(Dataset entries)
* * * *

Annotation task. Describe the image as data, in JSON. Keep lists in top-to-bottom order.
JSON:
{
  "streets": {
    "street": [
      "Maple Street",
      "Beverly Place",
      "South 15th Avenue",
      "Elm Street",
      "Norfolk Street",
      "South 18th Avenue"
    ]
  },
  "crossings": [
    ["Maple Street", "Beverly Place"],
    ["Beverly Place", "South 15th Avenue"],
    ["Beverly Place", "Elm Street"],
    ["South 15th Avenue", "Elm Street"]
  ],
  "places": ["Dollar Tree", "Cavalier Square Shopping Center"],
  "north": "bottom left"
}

* * * *

== WHAT IS REQUIRED ==
Keeping every word in place, restate the entries above.

== ANSWER SECTION ==
Annotation task. Describe the image as data, in JSON. Keep lists in top-to-bottom order.
JSON:
{
  "streets": {
    "street": [
      "Maple Street",
      "Beverly Place",
      "South 15th Avenue",
      "Elm Street",
      "Norfolk Street",
      "South 18th Avenue"
    ]
  },
  "crossings": [
    ["Maple Street", "Beverly Place"],
    ["Beverly Place", "South 15th Avenue"],
    ["Beverly Place", "Elm Street"],
    ["South 15th Avenue", "Elm Street"]
  ],
  "places": ["Dollar Tree", "Cavalier Square Shopping Center"],
  "north": "bottom left"
}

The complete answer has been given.